Friday, November 16, 2012

Tertullian Makes Clear that Justin and Irenaeus Wrote Two Different Works Against the Valentinians

My exposition will be limited to the original teachings of their chief teachers (= the Valentinians); it will not include the high-flying leaders of the mass of followers. I hope no one will say (because of this limitation) that I have invented this material for the occasion. No indeed, many men who were renowned for their holiness and their leadership, who were not only our predecessors but also contemporaries of those very her- esiarchs, have exposed and refuted them in learned volumes. I refer to Justin, philosopher and martyr, Miltiades, that churchly sage, Irenaeus, an eager discoverer of all doctrines, and our own Proculus, the living exemplar of a chaste old age and of Christian eloquence. In their footsteps I might hope to follow in all works of faith, just as I do in this work. Now if in reality there are no heresies at all (as you must believe if you assume those who refuted them invented them), the apostle who predicted them lied.
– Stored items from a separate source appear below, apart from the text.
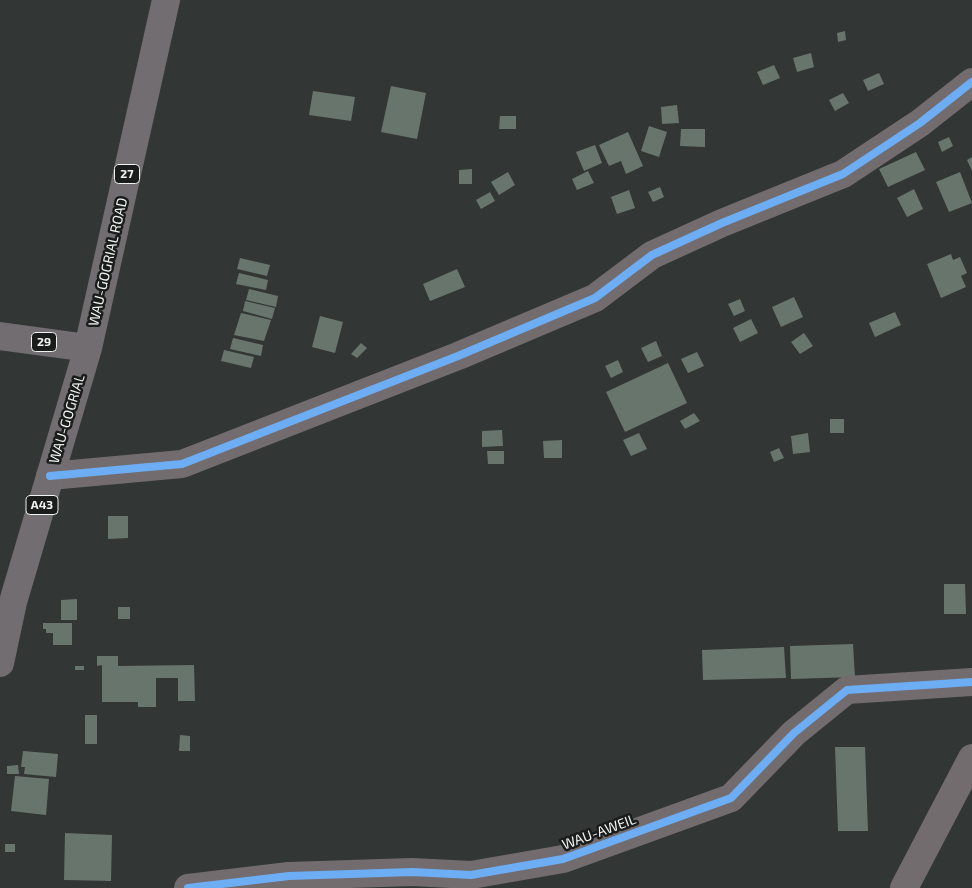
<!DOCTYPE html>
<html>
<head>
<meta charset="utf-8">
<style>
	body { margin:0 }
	canvas { display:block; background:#323634 }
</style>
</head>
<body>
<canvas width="972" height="888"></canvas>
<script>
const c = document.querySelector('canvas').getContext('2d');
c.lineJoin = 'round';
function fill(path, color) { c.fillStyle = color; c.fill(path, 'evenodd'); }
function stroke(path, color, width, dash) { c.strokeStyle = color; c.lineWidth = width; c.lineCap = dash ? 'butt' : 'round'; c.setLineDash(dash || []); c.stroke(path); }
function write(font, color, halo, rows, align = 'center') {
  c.font = font + ' "Exo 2",sans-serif'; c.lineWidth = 5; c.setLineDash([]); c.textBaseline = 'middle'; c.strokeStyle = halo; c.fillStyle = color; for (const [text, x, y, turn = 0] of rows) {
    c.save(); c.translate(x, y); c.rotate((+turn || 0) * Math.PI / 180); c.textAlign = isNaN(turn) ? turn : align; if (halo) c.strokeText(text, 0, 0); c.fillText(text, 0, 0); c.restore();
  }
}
const building = new Path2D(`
	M845 31 846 40 838 42 837 33Z
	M811 53 814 67 797 72 793 58Z
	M774 65 780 78 763 85 757 72Z
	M879 73 884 84 868 91 863 80Z
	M391 86 426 93 417 139 381 132Z
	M313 91 355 97 351 121 309 115Z
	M843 93 849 103 835 111 829 100Z
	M677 105 679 123 662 124 661 107Z
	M500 116H516V129H499Z
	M649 126 667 132 659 157 641 151Z
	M681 129H705V147L680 146Z
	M628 132 643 166 626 174 621 161 609 166 599 145Z
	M949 137 953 146 942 152 938 142Z
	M595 145 602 163 584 171 576 152Z
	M916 152 925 170 888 187 879 169Z
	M972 157V171L967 160Z
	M472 169V184H459V170Z
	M588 171 594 183 577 190 572 179Z
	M508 172 515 185 499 195 491 182Z
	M960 172 972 203 949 212 936 182Z
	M660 187 664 197 653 202 648 192Z
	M914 189 923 209 907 217 897 198Z
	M629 190 635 208 617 214 611 197Z
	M490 192 495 201 481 209 476 200Z
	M951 254 953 260 960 257 967 273 961 276 966 287 941 298 927 264Z
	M240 258 270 265 267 276 237 269Z
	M457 269 465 287 430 301 423 284Z
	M239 273 268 280 266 290 236 284Z
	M249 289 278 296 276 307 246 300Z
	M794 297 803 317 781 327 772 307Z
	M740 299 745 311 734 316 728 304Z
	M245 301 275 308 272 319 243 311Z
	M895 312 901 325 875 337 869 323Z
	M241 313 271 320 264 341 234 335Z
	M320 316 343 322 335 353 312 347Z
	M751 319 758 333 740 342 733 328Z
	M804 333 813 346 800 354 791 342Z
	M233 338 263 345 261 356 230 349Z
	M656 341 662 356 648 362 641 348Z
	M361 343 367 348 357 358 351 354Z
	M224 350 254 357 251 368 221 361Z
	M697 352 704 366 688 373 681 359Z
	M618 360 623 372 611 378 605 366Z
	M668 363 687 403 625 432 606 392Z
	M694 413 700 421 685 429 680 421Z
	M830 419H844V433H830Z
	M502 430 503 446 482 447V431Z
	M639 433 647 449 631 456 623 440Z
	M808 433 810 452 793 454 791 436Z
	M562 440V458H544L543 441Z
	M779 448 784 458 774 462 770 452Z
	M487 451H504V464H488Z
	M108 516H128V538L108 539Z
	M944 584H965L966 614H944Z
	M77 599V620H61V600Z
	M118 607H130V619H118Z
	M43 623H72V645H53V633H46V629H43Z
	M853 644 855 677 791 679 790 646Z
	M784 647 786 678 703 680 702 650Z
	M97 656H118V666L194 665 195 701H178V678H156V707H138V702H102V665L97 666Z
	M75 666H84V670H75Z
	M85 715H97V744H85Z
	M180 735 190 736V751H179Z
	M835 747H865L868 831H838Z
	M23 751 58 754 56 777 24 774 25 767H21Z
	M18 765 19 774H7V766Z
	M15 776 49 779 46 815 11 811Z
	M65 833 112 835 111 881 64 880Z
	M5 844H15V852H5Z`);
const minor = new Path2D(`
	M50 476 182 464 458 356 595 298 652 255 722 223 843 174 920 123 972 82
	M188 888 289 876 412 872 471 875 563 859 731 798 794 733 847 690 972 682
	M904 888 972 758`);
const primary = new Path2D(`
	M0 336 88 348
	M0 663 13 602 88 348 166 0`);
const cycleway = new Path2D(`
	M50 476 182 464 458 356 595 298 652 255 722 223 843 174 920 123 972 82
	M188 888 289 876 412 872 471 875 563 859 731 798 794 733 847 690 972 682`);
const shields = [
	[127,174,25],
	[44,342,25],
	[42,505,32]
];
const shieldNames = [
	["27",127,174],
	["29",44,342],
	["A43",42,505]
];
const streetNames = [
	["WAU-GOGRIAL ROAD",108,262,-77],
	["WAU-GOGRIAL",67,419,-73],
	["WAU-AWEIL",599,832,-20]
];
fill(building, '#68756d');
stroke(minor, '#726c6f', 28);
stroke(primary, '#726d70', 28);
stroke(cycleway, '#6dadf4', 8);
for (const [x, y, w] of shields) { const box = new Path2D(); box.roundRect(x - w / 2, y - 9.5, w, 19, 4); c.fillStyle = '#1b1d1c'; c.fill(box); stroke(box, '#f0f4f1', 1); }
write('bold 12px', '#f0f4f1', null, shieldNames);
write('14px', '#f0f4f1', '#1b1d1c', streetNames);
</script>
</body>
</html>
But if in fact they do exist, they were none other than those which were examined by these men; no one can be considered to have enough leisure to invent material for his pen when he already has it at hand. (Against the Valentinians 5)

Clearly then this is a sign that Justin's work and Irenaeus's work (at least with respect to the Valentinians) were very different from one another.  This supports our contention that the Philosophumena's distinctiveness from Irenaeus's Against the Valentinians may be attributable to it deriving its origin from Justin's Syntagma.  I find it particularly intriguing that Valentinus knows of a tradition that the heresiarchs invented the heresies they wrote about (or at least misrepresented them).  This is also reflected to some degree in Hippolytus's report about the Marcites reaction to Irenaeus's report against them.